Lo recordaba bien. Dormía como un tronco en su juventud. Habían celebrado el cumple de Kiko en el pueblo y ella se había ido a dormir a una habitación, un poco cansada de la fiesta. Se despertó con dificultad para respirar… y ahí estaba él, cubriéndole la boca con una mano mientras la otra le metía dedos en el escote.
—Me debatí como una gata y le arañé la cara. Claro, luego dijo que fue un gato callejero. ¿Sabes lo peor? Su madre estaba en la cama de al lado. ¡Y lo vio todo! Y encima me echó la culpa: que si yo le había provocado. Me amenazó con decirte que yo había sido la que se lanzó a él.
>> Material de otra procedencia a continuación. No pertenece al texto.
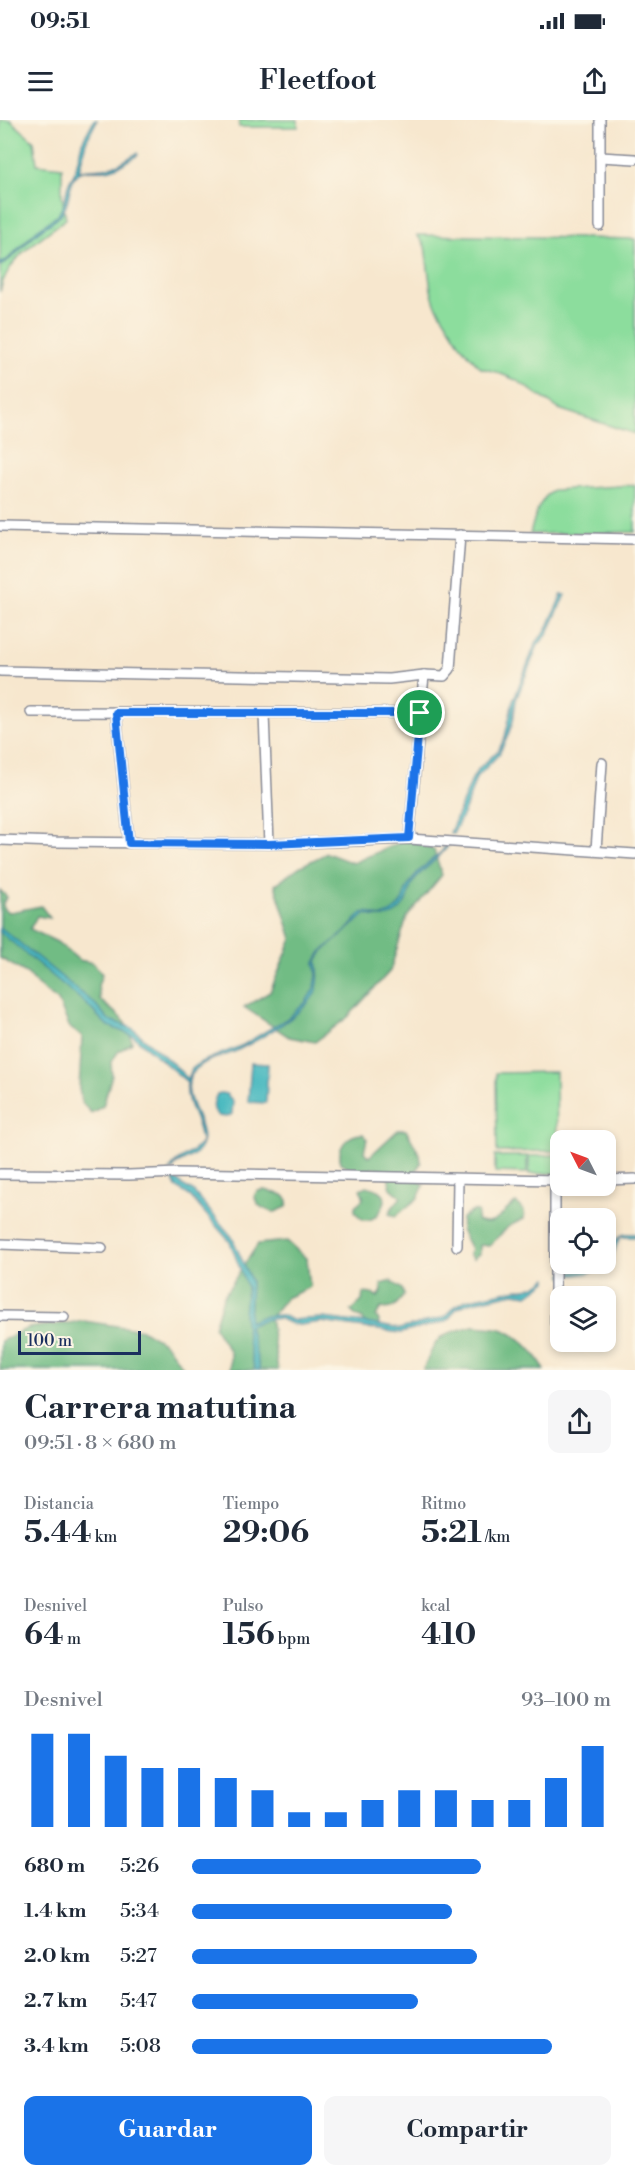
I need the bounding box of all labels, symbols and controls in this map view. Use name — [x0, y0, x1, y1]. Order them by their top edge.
text: 09:51 — [30, 8, 90, 35]
text: Fleetfoot — [259, 64, 376, 98]
icon: menu — [24, 65, 57, 98]
icon: share — [578, 65, 611, 98]
pin — [394, 687, 445, 738]
icon: arrive — [403, 696, 436, 729]
north arrow — [550, 1130, 616, 1196]
map controls — [550, 1130, 616, 1352]
button: locate — [550, 1208, 616, 1274]
button: layers — [550, 1286, 616, 1352]
scale bar — [18, 1328, 141, 1356]
text: 100 m — [27, 1331, 72, 1351]
text: Carrera matutina — [24, 1388, 296, 1429]
button: share — [548, 1390, 611, 1453]
text: 09:51 · 8 × 680 m — [24, 1431, 176, 1456]
text: Distancia — [24, 1494, 94, 1514]
text: Tiempo — [223, 1494, 279, 1514]
text: Ritmo — [421, 1494, 466, 1514]
text: 5.44 — [24, 1514, 92, 1552]
text: 29:06 — [223, 1514, 309, 1552]
text: 5:21 — [421, 1514, 482, 1552]
text: km — [92, 1527, 117, 1547]
text: /km — [482, 1527, 510, 1547]
text: Desnivel — [24, 1596, 87, 1616]
text: Pulso — [223, 1596, 264, 1616]
text: kcal — [421, 1596, 450, 1616]
text: 64 — [24, 1616, 64, 1654]
text: 156 — [223, 1616, 275, 1654]
text: 410 — [421, 1616, 476, 1654]
text: m — [64, 1629, 81, 1649]
text: bpm — [275, 1629, 310, 1649]
text: Desnivel — [24, 1688, 103, 1713]
text: 93–100 m — [521, 1688, 611, 1713]
text: 680 m — [24, 1854, 85, 1879]
text: 5:26 — [120, 1854, 159, 1879]
text: 1.4 km — [24, 1899, 86, 1924]
text: 5:34 — [120, 1899, 159, 1924]
text: 2.0 km — [24, 1944, 90, 1969]
text: 5:27 — [120, 1944, 157, 1969]
text: 2.7 km — [24, 1989, 88, 2014]
text: 5:47 — [120, 1989, 157, 2014]
text: 3.4 km — [24, 2034, 89, 2059]
text: 5:08 — [120, 2034, 161, 2059]
button: Guardar — [24, 2096, 312, 2165]
button: Compartir — [324, 2096, 611, 2165]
—¿Y por qué no me lo contaste?
—¿A ti? ¡Si eras la sacrificada oficial! Kiko con gastritis, Tania en patinaje artístico, la suegra y tu madre con sus tomates… Dime, Lidia, ¿has comido alguna vez una mermelada que no fuera del año pasado?
Lidia se quedó callada.
—Por fin lo confesé.
Luisa y ella hablaron horas. Lloraron, se rieron…
—Si no te hubierais apartado de mí…
—Entre tu madre, la suegra y Kiko… «Las casadas no necesitan amigas». Por eso nos veíamos tan poco.
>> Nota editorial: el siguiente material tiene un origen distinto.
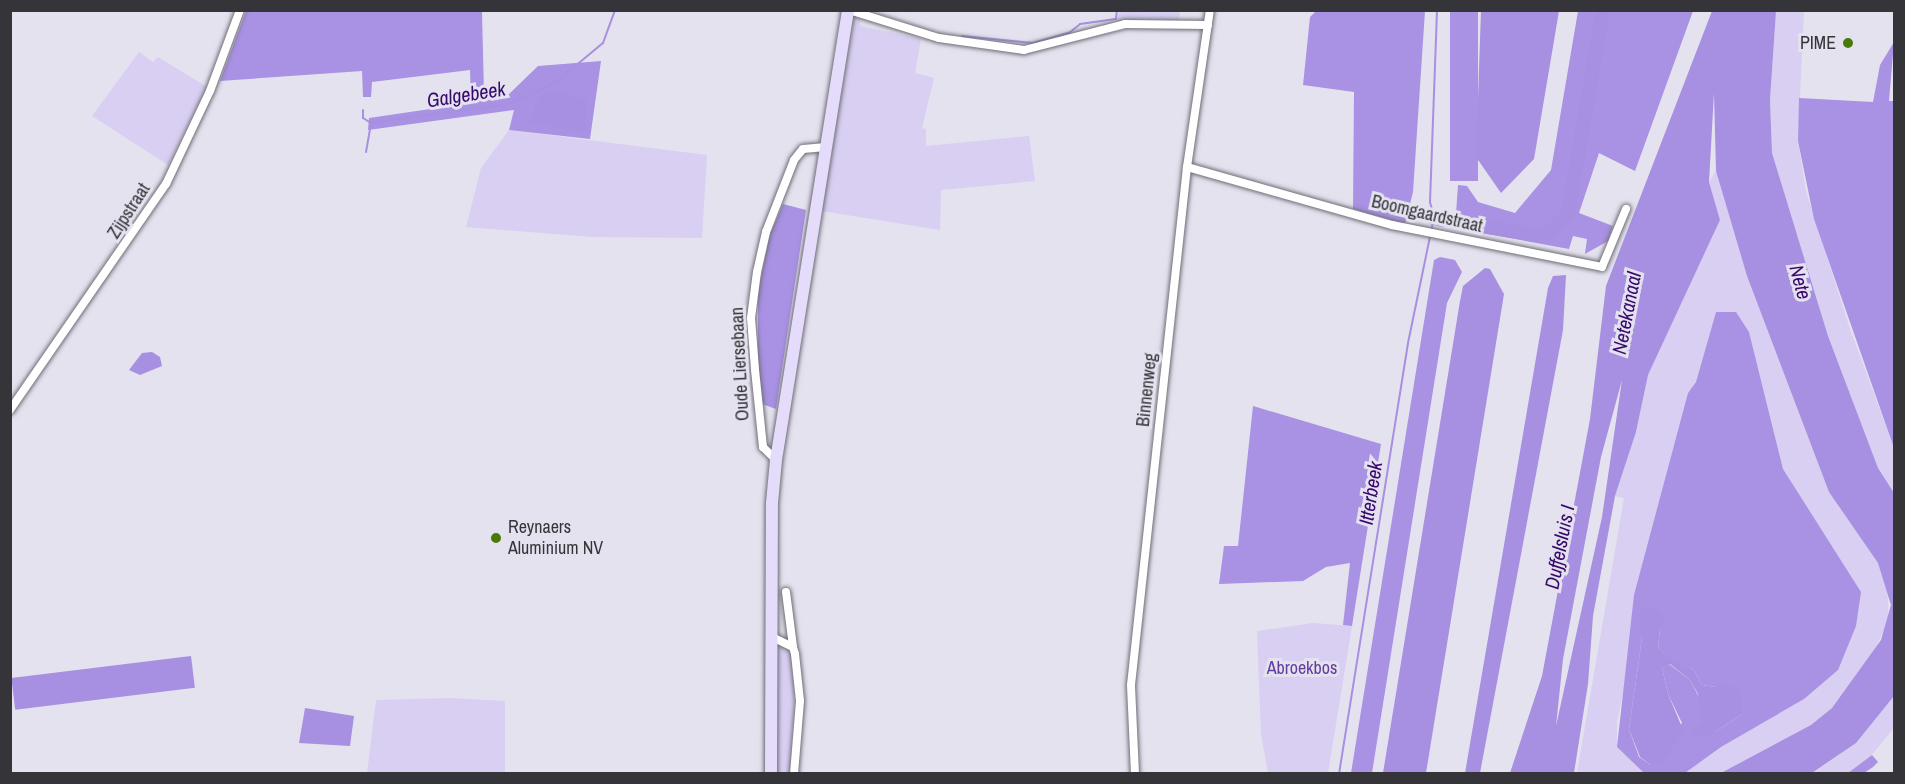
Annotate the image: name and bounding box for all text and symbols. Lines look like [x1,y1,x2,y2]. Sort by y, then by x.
place label: PIME [1800,32,1836,54]
marker: PIME [1841,36,1855,50]
water label: Galgebeek [425,76,507,112]
street label: Zijpstraat [103,179,155,243]
street label: Boomgaardstraat [1369,191,1485,237]
water label: Nete [1785,262,1817,302]
water label: Netekanaal [1606,270,1646,356]
street label: Oude Liersebaan [726,306,754,422]
street label: Binnenweg [1132,352,1162,428]
water label: Itterbeek [1353,460,1387,526]
water label: Duffelsluis I [1539,503,1579,591]
place label: Reynaers Aluminium NV [508,517,603,560]
marker: Reynaers Aluminium NV [489,531,503,545]
park label: Abroekbos [1267,657,1337,679]

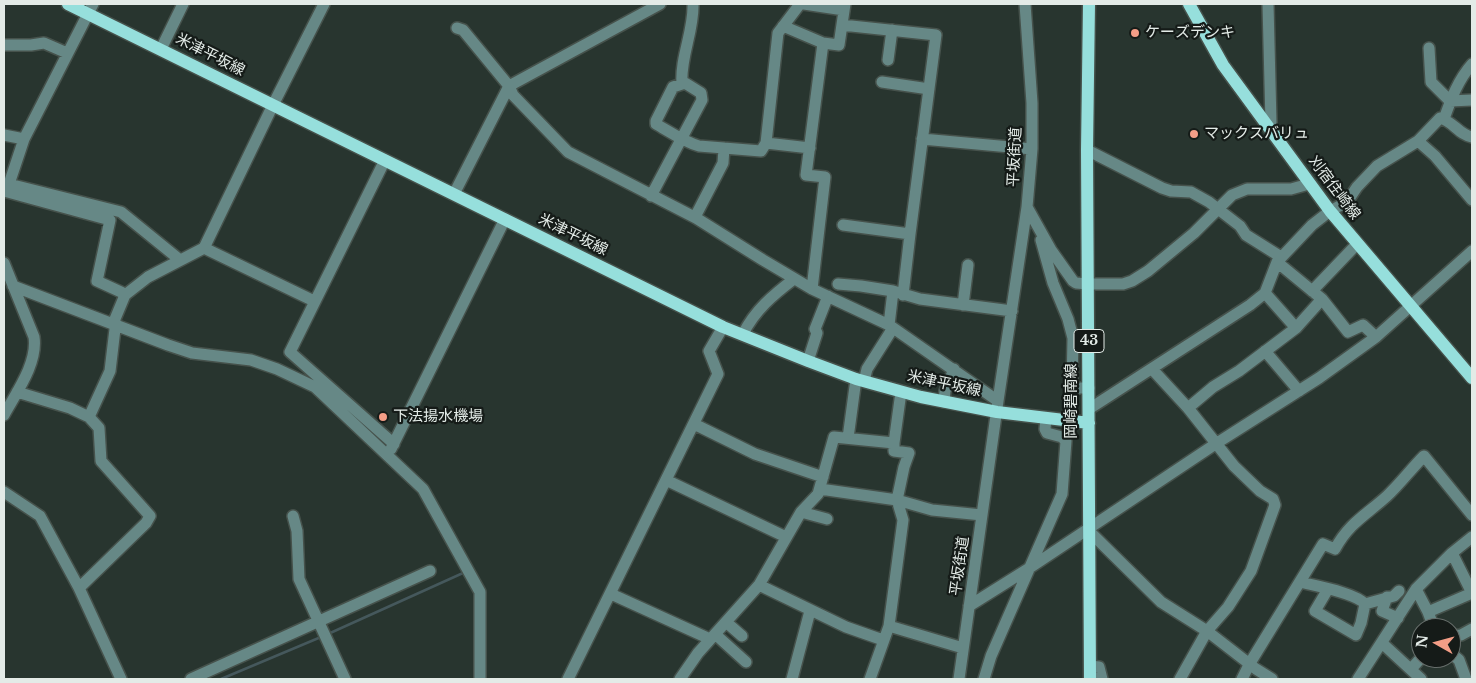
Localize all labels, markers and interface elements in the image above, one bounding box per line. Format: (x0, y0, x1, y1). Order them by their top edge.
place label: ケーズデンキ (1145, 24, 1235, 42)
marker: ケーズデンキ (1129, 27, 1141, 39)
street label: 米津平坂線 (173, 30, 247, 80)
place label: マックスバリュ (1204, 125, 1309, 143)
street label: 平坂街道 (1004, 127, 1026, 187)
marker: マックスバリュ (1188, 128, 1200, 140)
street label: 刈宿住崎線 (1304, 153, 1364, 223)
street label: 米津平坂線 (535, 210, 611, 260)
road number: 43 (1074, 330, 1104, 352)
street label: 岡崎碧南線 (1063, 364, 1081, 438)
street label: 米津平坂線 (905, 367, 983, 401)
place label: 下法揚水機場 (393, 408, 483, 426)
marker: 下法揚水機場 (377, 411, 389, 423)
street label: 平坂街道 (947, 535, 973, 597)
north arrow (1411, 618, 1461, 668)
text: N (1412, 634, 1432, 649)

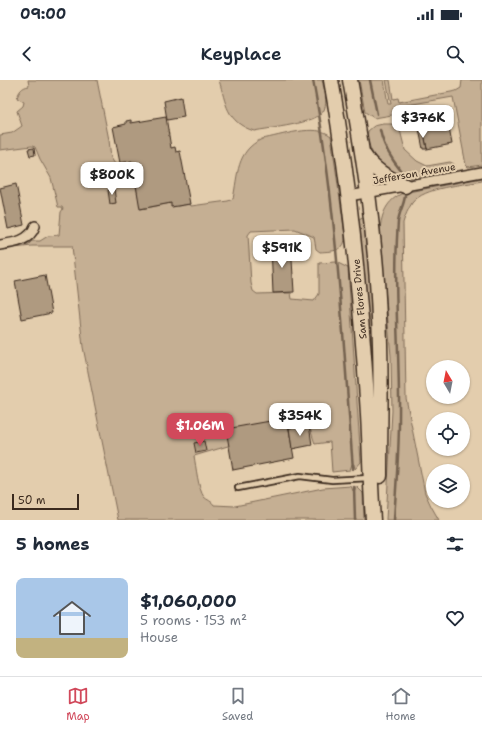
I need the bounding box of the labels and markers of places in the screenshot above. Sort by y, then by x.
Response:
pin: $376K [395,105,451,139]
pin: $800K [84,162,140,196]
pin: $591K [254,235,310,269]
pin: $354K [272,403,328,437]
pin: $1.06M [167,413,233,447]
Ahora Lidia miraba la habitación con otros ojos. Tenía adónde ir. Alquilaría un piso, pediría el divorcio… Aunque, la verdad, todo lo había comprado ella, hasta el último pañuelo. Sabía que tendría que pelear. Tania se pondría de parte de su padre… Pues qué le iban a hacer.
No, no se iba con un hombre. Con Pedro solo tenía amistad, y quería paz. Vivir para sí misma.
***
Vaya si la criticaron. Kiko, el pobre; ella, la desalmada.
—Vuelve con tu marido, pídele perdón de rodillas —gritaba su madre. La suegra incluso fingió un infarto, pero Lidia pasó de largo. «¡Desnaturalizada! ¿Y si hubiera sido de verdad?».
Al final, hasta los vecinos la apoyaron. Todos sabían cómo vivía.
Y Tania… Tania acabó pidiéndole perdón. Madre e hija reconstruyeron su relación.
Kiko fue a visitarla con cuatro claveles envueltos en periódico. Quería que volviera.
No volvió. Un mes después del divorcio, ya paseaba del brazo de Mari Carmen. Dicen que con ella no se atreve a tontear.
Pero a Lidia le daba igual. Estaba aprendiendo a vivir,Y mientras Lidia subía la montaña detrás de Pedro, respirando el aire fresco y sintiendo el sol en su rostro, supo que nunca es tarde para ser feliz.